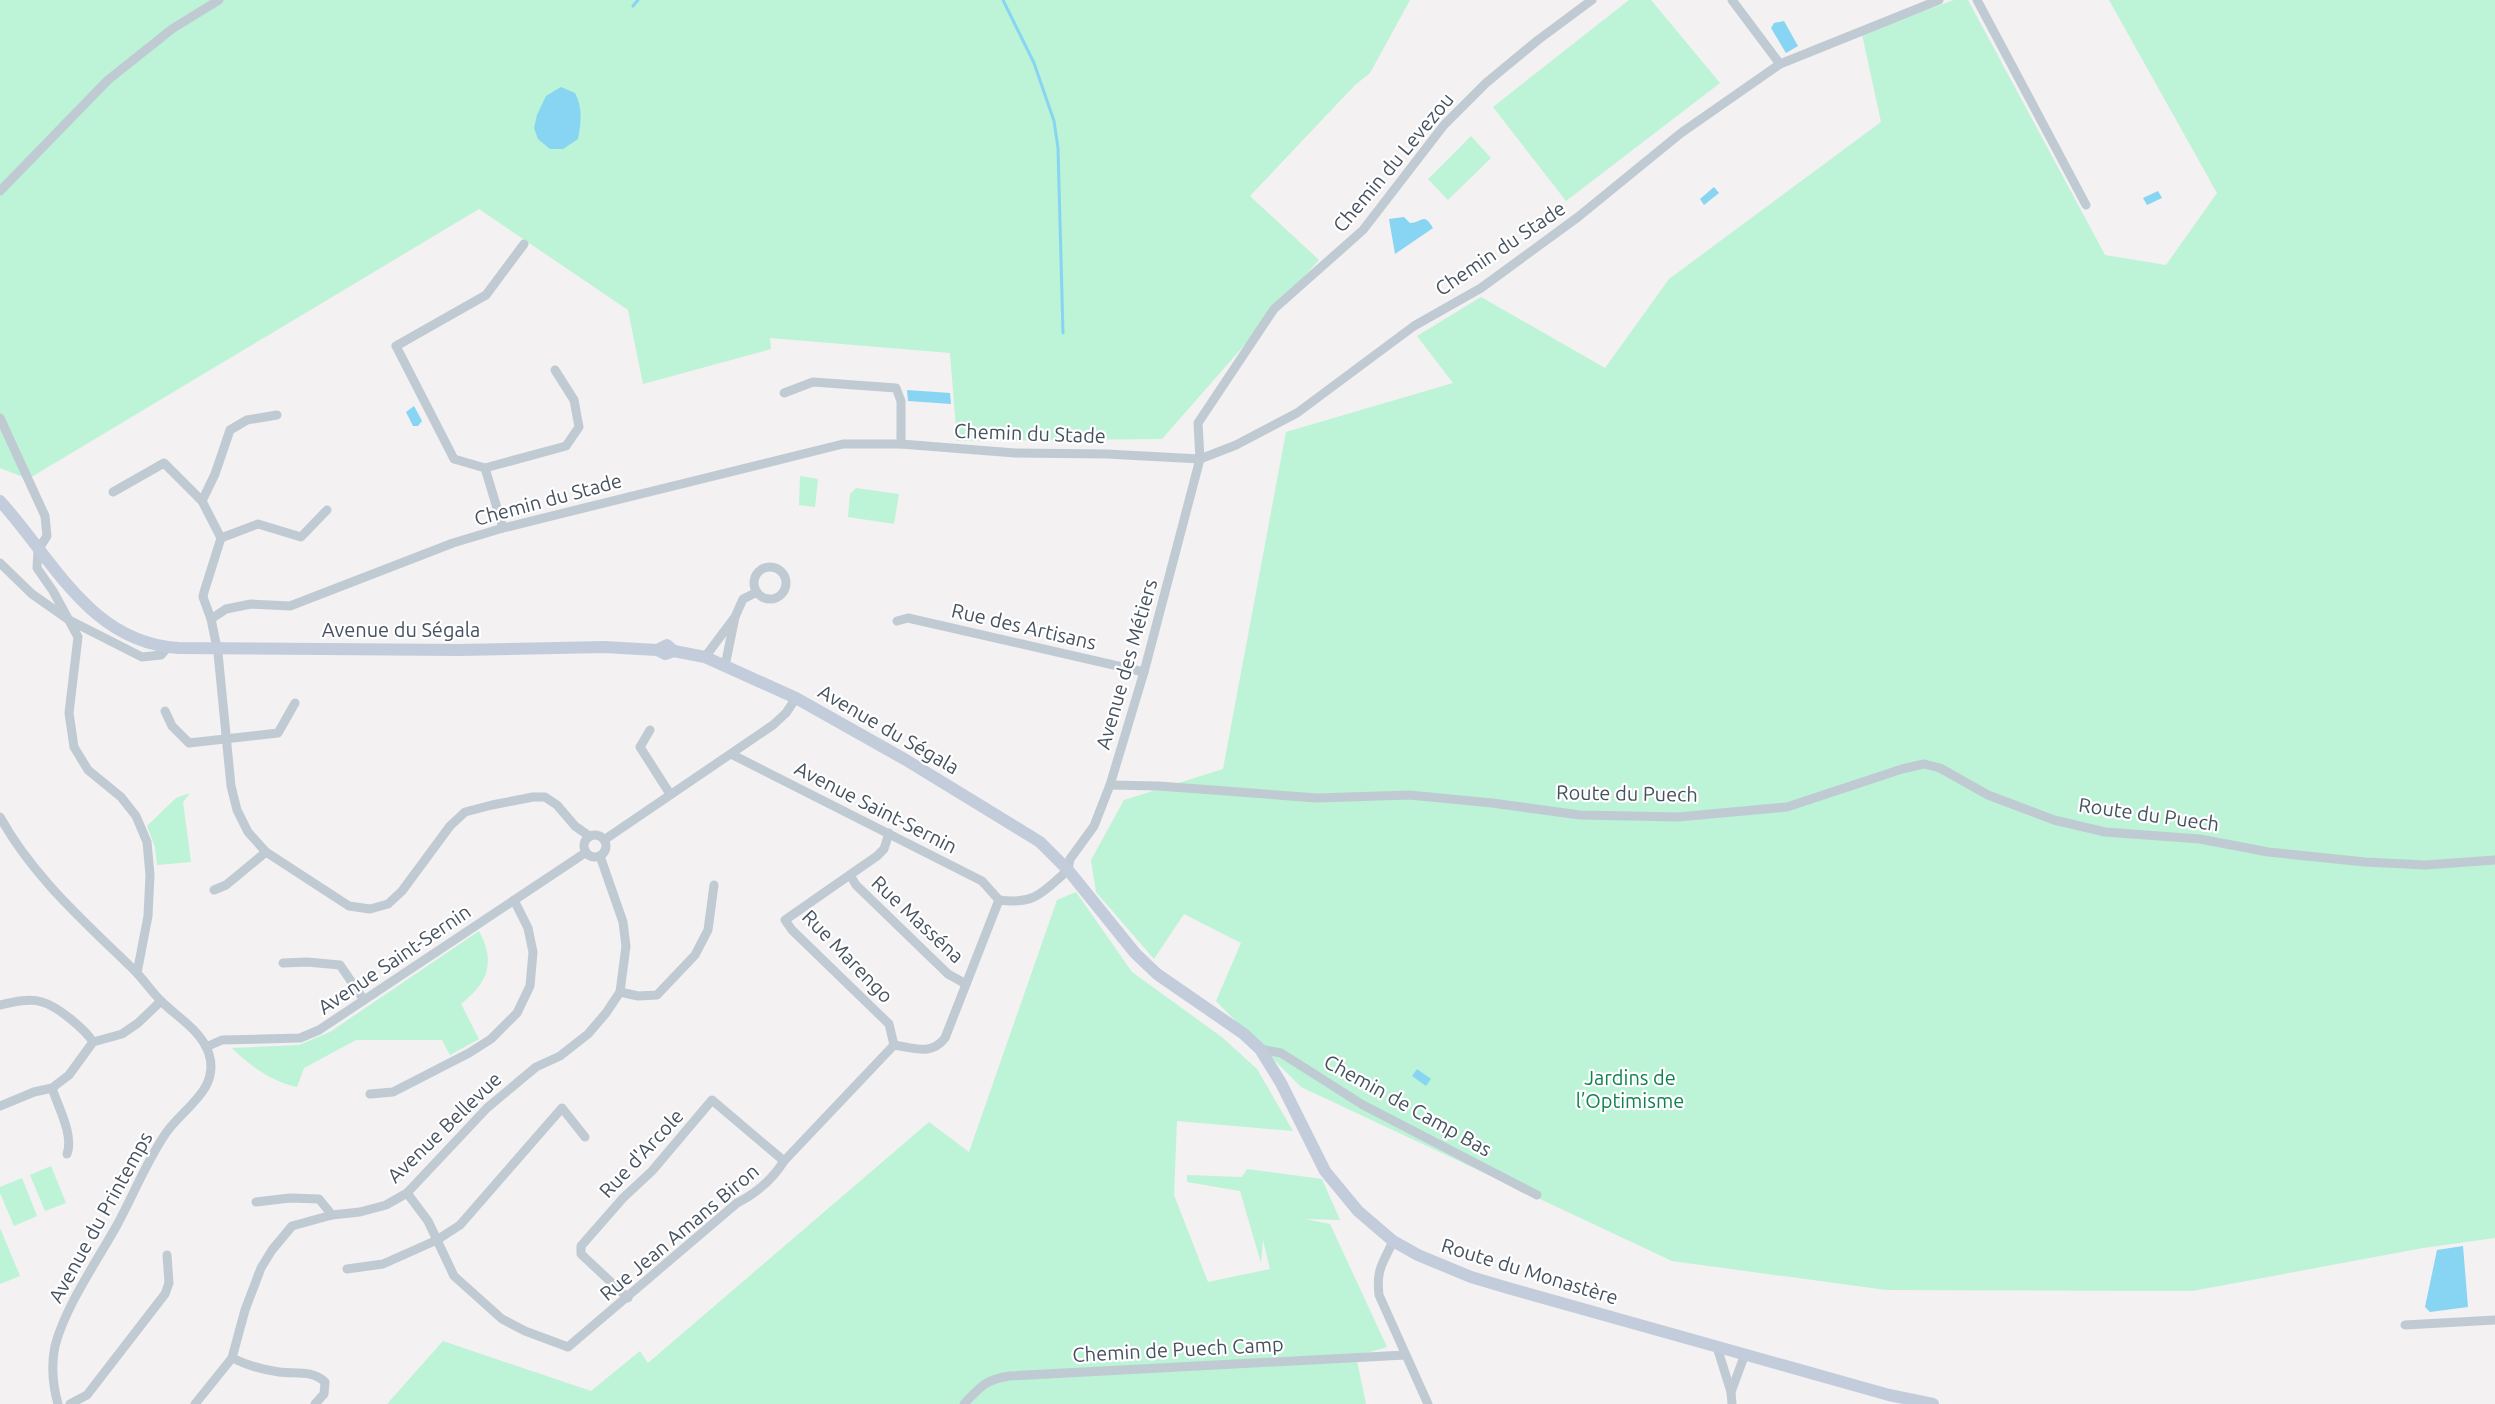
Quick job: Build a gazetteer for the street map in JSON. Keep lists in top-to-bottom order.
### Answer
{
  "streets": {
    "street": [
      "Chemin du Levezou",
      "Chemin du Stade",
      "Rue des Artisans",
      "Avenue du Ségala",
      "Avenue des Métiers",
      "Route du Puech",
      "Avenue Saint-Sernin",
      "Rue Masséna",
      "Rue Marengo",
      "Chemin de Camp Bas",
      "Avenue Bellevue",
      "Rue d'Arcole",
      "Avenue du Printemps",
      "Rue Jean Amans Biron",
      "Route du Monastère",
      "Chemin de Puech Camp"
    ]
  },
  "crossings": [
    ["Chemin du Levezou", "Avenue des Métiers"],
    ["Chemin du Stade", "Avenue des Métiers"],
    ["Rue des Artisans", "Avenue des Métiers"],
    ["Avenue du Ségala", "Avenue des Métiers"],
    ["Avenue du Ségala", "Route du Monastère"],
    ["Avenue des Métiers", "Route du Puech"],
    ["Avenue des Métiers", "Route du Monastère"],
    ["Avenue Saint-Sernin", "Rue Marengo"],
    ["Avenue Saint-Sernin", "Avenue Bellevue"],
    ["Avenue Saint-Sernin", "Avenue du Printemps"],
    ["Rue Masséna", "Rue Marengo"],
    ["Rue Marengo", "Rue Jean Amans Biron"],
    ["Chemin de Camp Bas", "Route du Monastère"],
    ["Avenue Bellevue", "Rue Jean Amans Biron"],
    ["Rue d'Arcole", "Rue Jean Amans Biron"]
  ],
  "parks": ["Jardins de l’Optimisme"]
}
____
» WHAT THIS TASK INVOLVES
Each entry needs to be returned verbatim, with its pictures left out.

» ANSWER BOX
Quick job: Build a gazetteer for the street map in JSON. Keep lists in top-to-bottom order.
### Answer
{
  "streets": {
    "street": [
      "Chemin du Levezou",
      "Chemin du Stade",
      "Rue des Artisans",
      "Avenue du Ségala",
      "Avenue des Métiers",
      "Route du Puech",
      "Avenue Saint-Sernin",
      "Rue Masséna",
      "Rue Marengo",
      "Chemin de Camp Bas",
      "Avenue Bellevue",
      "Rue d'Arcole",
      "Avenue du Printemps",
      "Rue Jean Amans Biron",
      "Route du Monastère",
      "Chemin de Puech Camp"
    ]
  },
  "crossings": [
    ["Chemin du Levezou", "Avenue des Métiers"],
    ["Chemin du Stade", "Avenue des Métiers"],
    ["Rue des Artisans", "Avenue des Métiers"],
    ["Avenue du Ségala", "Avenue des Métiers"],
    ["Avenue du Ségala", "Route du Monastère"],
    ["Avenue des Métiers", "Route du Puech"],
    ["Avenue des Métiers", "Route du Monastère"],
    ["Avenue Saint-Sernin", "Rue Marengo"],
    ["Avenue Saint-Sernin", "Avenue Bellevue"],
    ["Avenue Saint-Sernin", "Avenue du Printemps"],
    ["Rue Masséna", "Rue Marengo"],
    ["Rue Marengo", "Rue Jean Amans Biron"],
    ["Chemin de Camp Bas", "Route du Monastère"],
    ["Avenue Bellevue", "Rue Jean Amans Biron"],
    ["Rue d'Arcole", "Rue Jean Amans Biron"]
  ],
  "parks": ["Jardins de l’Optimisme"]
}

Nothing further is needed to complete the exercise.